A propósito del comercio prehispánico, tan importante para comprender el orden social y cultural prehispánico como para trazar posibles relaciones lingüísticas entre los pueblos concernidos, la referencia más viva que tenemos de él es la que nos ofrece Sámanos al referirse a la famosa embarcación indígena que Ruiz encontró frente a las costas de Manabí en su viaje de exploración. Se trataba de una gran embarcación a vela que transportaba personas y mercancías. De sus veinte ocupantes, tres fueron tomados como intérpretes, según hemos dicho. Llevaba la embarcación manabita un sinnúmero de mercancías, desde cántaros, camisas, paños, ropa de diversos colores y con distintos motivos, piezas de plata, cascabeles, e incluso instrumentos para tasar y pesar el oro. Mas de toda la carga el material precioso eran las “conchas coloradas […] e por estas dan los indios todo el oro e plata e ropas que traen de rescate” (Sámanos 1884: 200). Las “conchas coloradas” no son otras que aquellas del género Spondylus, que junto con las caracolas del género Strombus constituyen dos de los objetos rituales más importantes del área andina, asociados con el culto a la lluvia y la fertilidad, no sólo en el litoral sino también a lo largo de la cordillera de los Andes. Del comercio de ‘mullu’ (Spondylus princeps) a lugares tan lejanos como las costas del Pacífico mexicano y el norte de Chile se encargaba un grupo selecto de comerciantes a larga distancia que habían desarrollado un extenso conocimiento de la navegación y las rutas marinas, en un proceso que habría durado más de cuatro mil años desde los primeros tiempos de la cultura Valdivia (Lathrap, et al., 1977). Fue precisamente en las costas del litoral ecuatoriano, desde el cabo de San Lorenzo hasta la Punta de Santa Elena, donde se originó el rito propiciatorio a la lluvia en torno a la ‘concha colorada’ (c. 3.200 a.C.); de allí pasaría a los Andes septentrionales y centrales y en una tercera etapa hacia Mesoamérica (Marcos, 1995: 99).

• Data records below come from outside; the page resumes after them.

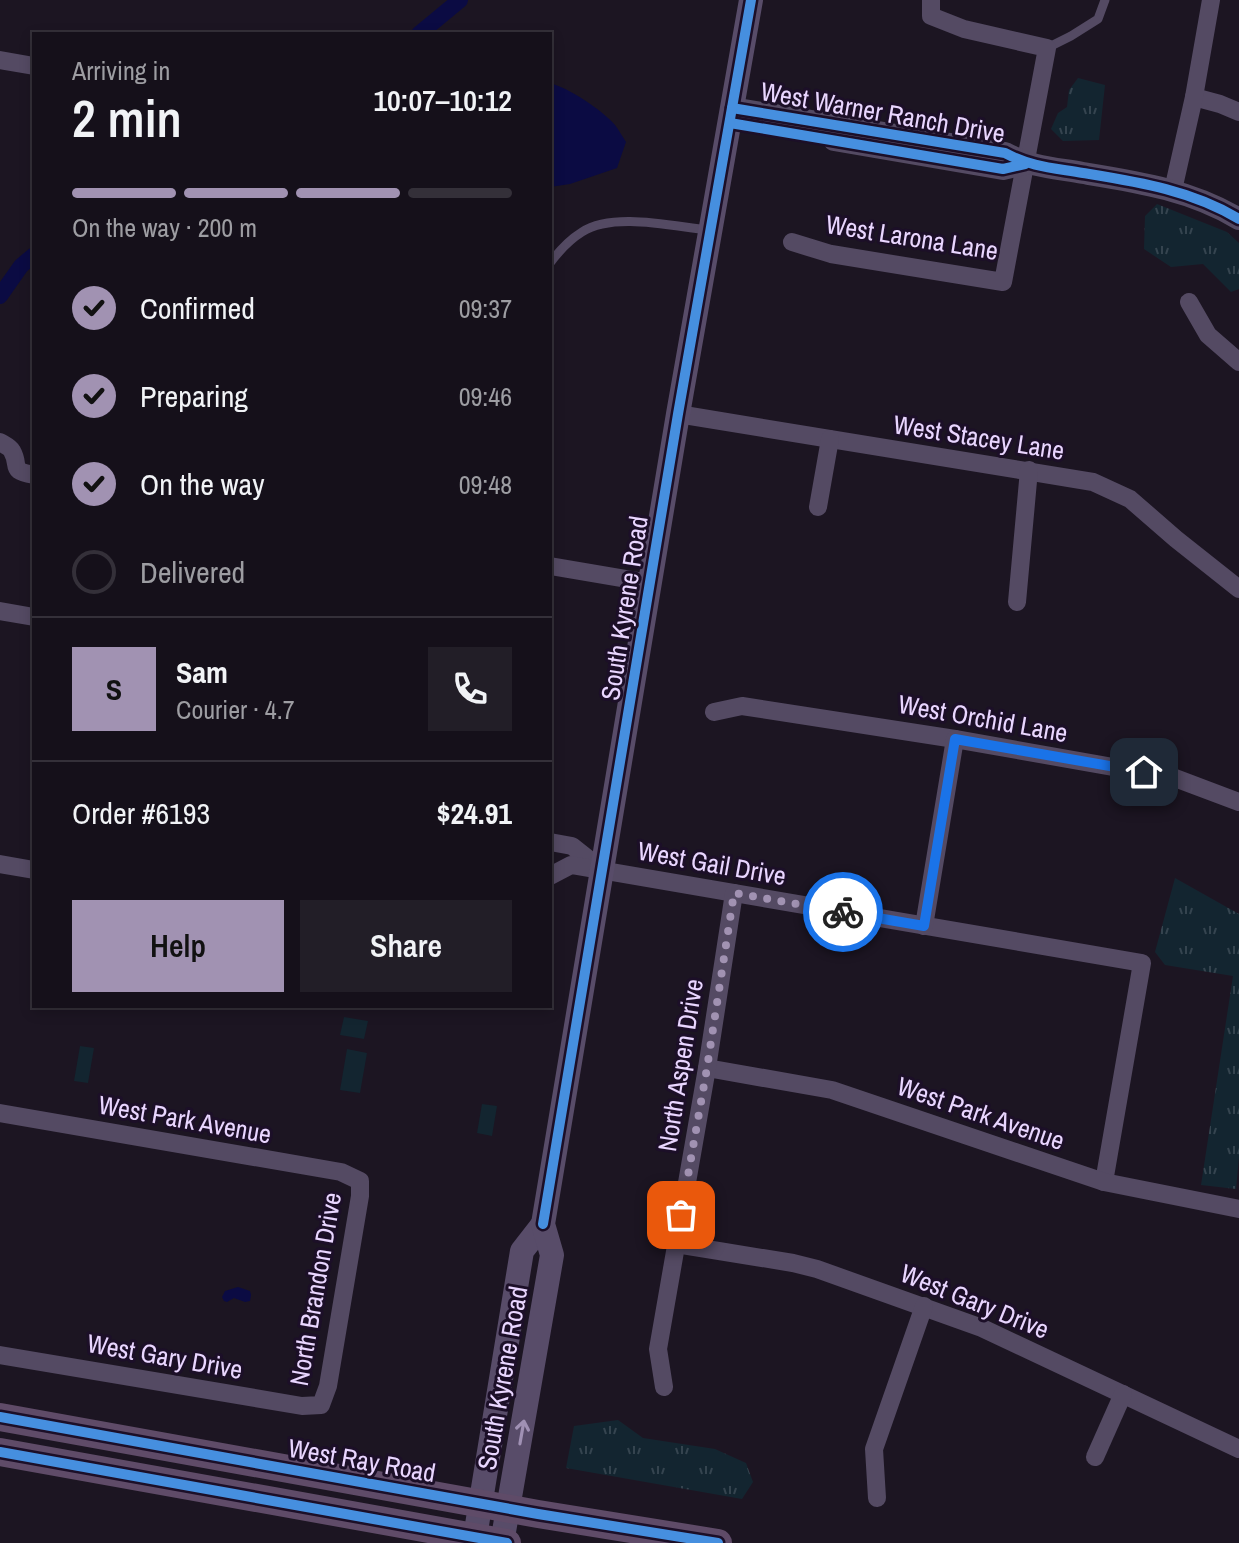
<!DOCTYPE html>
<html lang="en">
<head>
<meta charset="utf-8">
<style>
	:root { --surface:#15101a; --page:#221e27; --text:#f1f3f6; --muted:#9d9da2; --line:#343039; --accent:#a192b2 }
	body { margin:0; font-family:"Archivo Narrow",sans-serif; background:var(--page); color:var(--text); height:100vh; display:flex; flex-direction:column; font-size:30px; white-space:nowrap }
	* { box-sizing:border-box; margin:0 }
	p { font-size:26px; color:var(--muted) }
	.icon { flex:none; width:44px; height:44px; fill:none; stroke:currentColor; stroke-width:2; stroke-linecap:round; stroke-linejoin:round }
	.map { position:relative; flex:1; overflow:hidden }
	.sheet { position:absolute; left:32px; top:32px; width:520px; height:976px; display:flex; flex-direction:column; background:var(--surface); border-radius:0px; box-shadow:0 4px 12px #0003,0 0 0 2px var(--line) }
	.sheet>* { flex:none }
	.pin { position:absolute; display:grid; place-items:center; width:68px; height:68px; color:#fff; margin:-34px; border-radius:16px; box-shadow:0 4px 12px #0006 }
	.courier { position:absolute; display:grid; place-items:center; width:80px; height:80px; margin:-40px; border:6px solid #1a73e8; border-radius:50%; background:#fff; color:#222; box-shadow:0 2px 10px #0007 }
	.head em { font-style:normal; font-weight:600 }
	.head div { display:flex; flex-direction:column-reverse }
	.head { display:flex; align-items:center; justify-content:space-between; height:136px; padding:0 40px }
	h1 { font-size:52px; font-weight:600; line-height:60px }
	.bar { display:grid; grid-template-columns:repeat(4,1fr); gap:12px 8px; align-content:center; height:96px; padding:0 40px }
	.bar i { height:10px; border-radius:6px; background:var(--line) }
	.bar .on { background:var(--accent) }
	.bar p { grid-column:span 4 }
	.line { display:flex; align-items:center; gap:20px; padding:0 40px; border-top:2px solid var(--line) }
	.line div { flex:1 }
	.round { display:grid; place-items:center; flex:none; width:84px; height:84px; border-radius:0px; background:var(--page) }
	ol { padding:0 40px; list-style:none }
	li { display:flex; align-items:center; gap:24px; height:88px }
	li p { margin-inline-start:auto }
	li .icon { padding:8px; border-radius:50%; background:var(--accent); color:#111; stroke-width:4 }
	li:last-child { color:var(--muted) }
	li i { width:44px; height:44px; border:4px solid var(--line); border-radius:50% }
	.action { display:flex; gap:16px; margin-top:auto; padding:16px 40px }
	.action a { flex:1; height:92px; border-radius:0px; background:var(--accent); color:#111; font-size:32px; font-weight:600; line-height:92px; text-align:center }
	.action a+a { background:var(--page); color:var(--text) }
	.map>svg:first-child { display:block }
</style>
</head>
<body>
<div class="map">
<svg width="1239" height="1543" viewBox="0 0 1239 1543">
	<defs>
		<pattern id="park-tufts" width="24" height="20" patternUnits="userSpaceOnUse" patternTransform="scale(2)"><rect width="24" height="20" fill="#132530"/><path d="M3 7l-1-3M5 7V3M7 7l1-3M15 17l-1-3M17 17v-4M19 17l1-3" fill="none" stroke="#35444f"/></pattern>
	</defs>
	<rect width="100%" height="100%" fill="#1c1522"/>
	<!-- grass -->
	<g fill="#132530">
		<polygon points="344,1017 368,1021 364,1039 340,1035"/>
		<polygon points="80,1046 94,1048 88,1083 74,1081"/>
		<polygon points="347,1049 367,1053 360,1093 340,1090"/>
		<polygon points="482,1104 497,1106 492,1136 477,1133"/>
	</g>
	<!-- park -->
	<g fill="url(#park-tufts)">
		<polygon points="1078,78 1105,85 1099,140 1063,141 1051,129 1058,113 1067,107 1069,90"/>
		<polygon points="1157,204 1227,232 1239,243 1239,289 1231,292 1203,264 1171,267 1144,249 1145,216"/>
		<polygon points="1175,878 1239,914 1239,1157 1236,1189 1201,1185 1233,976 1165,965 1155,952"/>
		<polygon points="618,1420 643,1438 715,1449 746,1463 753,1482 742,1499 566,1468 574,1426"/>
	</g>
	<!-- water -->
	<g fill="#0b0b43">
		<path d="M550,83C569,88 602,110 615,125C619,130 622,136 626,142L617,168L570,184L550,187Z"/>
		<polygon points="238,1287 250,1291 251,1295 250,1301 245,1302 234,1298 227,1302 224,1301 222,1297 225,1291"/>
	</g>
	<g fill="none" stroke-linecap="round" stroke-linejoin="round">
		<!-- canal -->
		<g stroke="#0b0b43" stroke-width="16">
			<polyline points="419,34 460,0"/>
			<polyline points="0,296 21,266 34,255"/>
		</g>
		<!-- service -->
		<g stroke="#544a63" stroke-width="9">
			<polyline points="1047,48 1071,36 1098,19 1105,0"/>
			<path d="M550,263C559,251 569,240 582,232C613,212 671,226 707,230"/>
		</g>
		<!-- minor -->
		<g stroke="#544a63" stroke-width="18">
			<polyline points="0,60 34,66"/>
			<polyline points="1194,97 1220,104 1239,112"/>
			<polyline points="1173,190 1194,97 1211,0"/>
			<polyline points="792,242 831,254 1003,282 1047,48 964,29 931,16 931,0"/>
			<polyline points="1189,302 1208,335 1239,362"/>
			<polyline points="678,414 1093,482 1130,499 1176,539 1239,589"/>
			<path d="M0,442C3,444 10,447 12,451C21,467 8,470 34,475"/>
			<polyline points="818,507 830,439"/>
			<polyline points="550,566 650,583"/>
			<polyline points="1017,602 1029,470"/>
			<polyline points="0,611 34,617"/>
			<polyline points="714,712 742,706 955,739 1175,778 1239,802"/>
			<polyline points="550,842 572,846 601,869"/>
			<polyline points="0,864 34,870"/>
			<polyline points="550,876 571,865 1142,963 1104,1182"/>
			<polyline points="924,926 955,739"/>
			<polyline points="707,1068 832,1090 1104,1182 1239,1209"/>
			<polyline points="0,1113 341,1172 360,1181 360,1196 328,1386 321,1405 302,1406 0,1355"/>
			<polyline points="676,1244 793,1263 817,1269 982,1328 1239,1449"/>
			<polyline points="664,1387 658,1349 707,1068 734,893"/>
			<polyline points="1095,1457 1123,1394"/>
			<polyline points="877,1498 874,1449 924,1306"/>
		</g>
		<!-- tertiary -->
		<g stroke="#544a63" stroke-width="22">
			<path d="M732,108L1005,153C1031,167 1055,168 1083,173C1138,182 1191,190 1239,219"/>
			<polyline points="834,140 1003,169 1025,164"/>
		</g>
		<!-- secondary -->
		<g stroke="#584c69" stroke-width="24">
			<polyline points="474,1543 522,1251 543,1224"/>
			<polyline points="502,1543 552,1255 543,1224 678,414 751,0"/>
		</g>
		<!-- primary -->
		<g stroke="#5f4b68" stroke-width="28">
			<polyline points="0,1417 538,1514 718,1543"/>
			<polyline points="0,1452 507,1543"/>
		</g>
		<!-- cycleway casing -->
		<g stroke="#1c0f28" stroke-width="15">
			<g id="cycleway">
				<path d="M732,108L1005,153C1031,167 1055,168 1083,173C1138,182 1191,190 1239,219"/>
				<polyline points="730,123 1003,169 1025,164"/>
				<polyline points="543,1224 678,414 751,0"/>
				<polyline points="0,1417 538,1514 718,1543"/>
				<polyline points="0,1452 507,1543"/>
			</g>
		</g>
		<!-- cycleway -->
		<use href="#cycleway" stroke="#468fdf" stroke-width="10"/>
	</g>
	<!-- one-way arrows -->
	<defs><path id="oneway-shaft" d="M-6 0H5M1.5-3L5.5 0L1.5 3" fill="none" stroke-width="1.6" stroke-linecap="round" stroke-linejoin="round" transform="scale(2)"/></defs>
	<use stroke="#a091b4" href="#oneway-shaft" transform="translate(522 1432) rotate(-80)"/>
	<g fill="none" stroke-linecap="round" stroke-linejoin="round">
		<!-- done -->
		<polyline stroke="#a192b2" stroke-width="8" stroke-dasharray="0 14.4" points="681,1215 707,1068 734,893 843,912"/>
		<!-- route -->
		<polyline stroke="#1a73e8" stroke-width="10" points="843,912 924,926 955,739 1144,772"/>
	</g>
	<g text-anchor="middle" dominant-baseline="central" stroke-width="6" stroke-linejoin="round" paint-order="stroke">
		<!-- street labels -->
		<g font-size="26" fill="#e9d6ff" stroke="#1c0f28">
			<text transform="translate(883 112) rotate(10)">West Warner Ranch Drive</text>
			<text transform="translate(912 237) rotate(9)">West Larona Lane</text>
			<text transform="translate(979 437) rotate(9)">West Stacey Lane</text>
			<text transform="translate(624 608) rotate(-81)">South Kyrene Road</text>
			<text transform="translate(983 718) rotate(10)">West Orchid Lane</text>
			<text transform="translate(712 863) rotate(10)">West Gail Drive</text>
			<text transform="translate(680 1065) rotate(-81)">North Aspen Drive</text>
			<text transform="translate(981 1113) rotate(19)">West Park Avenue</text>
			<text transform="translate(185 1119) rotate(10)">West Park Avenue</text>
			<text transform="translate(315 1289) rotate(-80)">North Brandon Drive</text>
			<text transform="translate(975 1301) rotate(22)">West Gary Drive</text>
			<text transform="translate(165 1356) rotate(10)">West Gary Drive</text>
			<text transform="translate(502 1378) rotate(-80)">South Kyrene Road</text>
			<text transform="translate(362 1460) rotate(10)">West Ray Road</text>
		</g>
	</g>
</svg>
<div class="pin" style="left:681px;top:1215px;background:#ea580c"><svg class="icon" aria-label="bag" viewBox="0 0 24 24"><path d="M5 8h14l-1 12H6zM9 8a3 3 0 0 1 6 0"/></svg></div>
<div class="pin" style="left:1144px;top:772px;background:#1f2937"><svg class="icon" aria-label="home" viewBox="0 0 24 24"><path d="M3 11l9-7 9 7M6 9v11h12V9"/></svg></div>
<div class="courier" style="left:843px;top:912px"><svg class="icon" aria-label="bike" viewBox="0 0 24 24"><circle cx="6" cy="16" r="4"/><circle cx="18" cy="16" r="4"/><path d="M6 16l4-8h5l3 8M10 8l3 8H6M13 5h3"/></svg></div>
<section class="sheet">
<div class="head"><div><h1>2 min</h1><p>Arriving in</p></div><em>10:07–10:12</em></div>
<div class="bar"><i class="on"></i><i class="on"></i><i class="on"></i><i></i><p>On the way · 200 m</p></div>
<ol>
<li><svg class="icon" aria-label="check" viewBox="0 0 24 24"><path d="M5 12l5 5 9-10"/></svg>Confirmed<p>09:37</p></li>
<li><svg class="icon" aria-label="check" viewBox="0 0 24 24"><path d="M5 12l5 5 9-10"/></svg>Preparing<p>09:46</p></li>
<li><svg class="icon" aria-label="check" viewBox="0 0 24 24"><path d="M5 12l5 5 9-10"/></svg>On the way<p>09:48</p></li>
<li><i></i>Delivered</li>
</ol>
<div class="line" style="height:144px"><b class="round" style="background:var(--accent);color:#111">S</b><div><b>Sam</b><p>Courier · 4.7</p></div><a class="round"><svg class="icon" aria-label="phone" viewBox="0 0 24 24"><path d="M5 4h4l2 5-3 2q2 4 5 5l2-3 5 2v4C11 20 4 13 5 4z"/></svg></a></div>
<div class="line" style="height:104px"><div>Order #6193</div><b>$24.91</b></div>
<div class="action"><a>Help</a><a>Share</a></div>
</section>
</div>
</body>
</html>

Dentro de este tráfico a larga distancia el mullu constituye no sólo un elemento de difusión cultural dentro y fuera de los Andes, sino también una forma compleja de relación entre sociedades con diferentes niveles de organización política. En el seno de esta matriz comercial, según Zeidler, “las formaciones sociopolíticas de la costa del Ecuador mantuvieron su autonomía geopolítica como mercaderes-traficantes en la frontera de sucesivos imperios andinos” (Zeidler, 1991: 262).

La importancia del tráfico de Spondylus radica en la creación de un espacio de contacto lingüístico y cultural entre diferentes pueblos, el cual bien pudo haber conducido a la mezcla de lenguas, o bien a la creación y utilización de una lengua vehicular que facilitara los intercambios, desarrollo bien conocido en otras situaciones de tráfico a larga distancia, por ejemplo, en la Polinesia y Oceanía. Rabinowitz sugiere precisamente que comunidades que tienen una gran movilidad y que participan activamente en actividades comerciales, suelen desarrollar su propio pidgin para facilitar la comunicación9; una de estas lenguas habría sido precisamente la que se conoce como ‘pescadora’, hablada alguna vez en la costa central del Perú (Rabinowitz, 1982: 258s), que se desarrolló a partir de la particularidad del medioambiente costero, de la especialización mercantil para la subsistencia y del aislamiento social de las comunidades pescadoras.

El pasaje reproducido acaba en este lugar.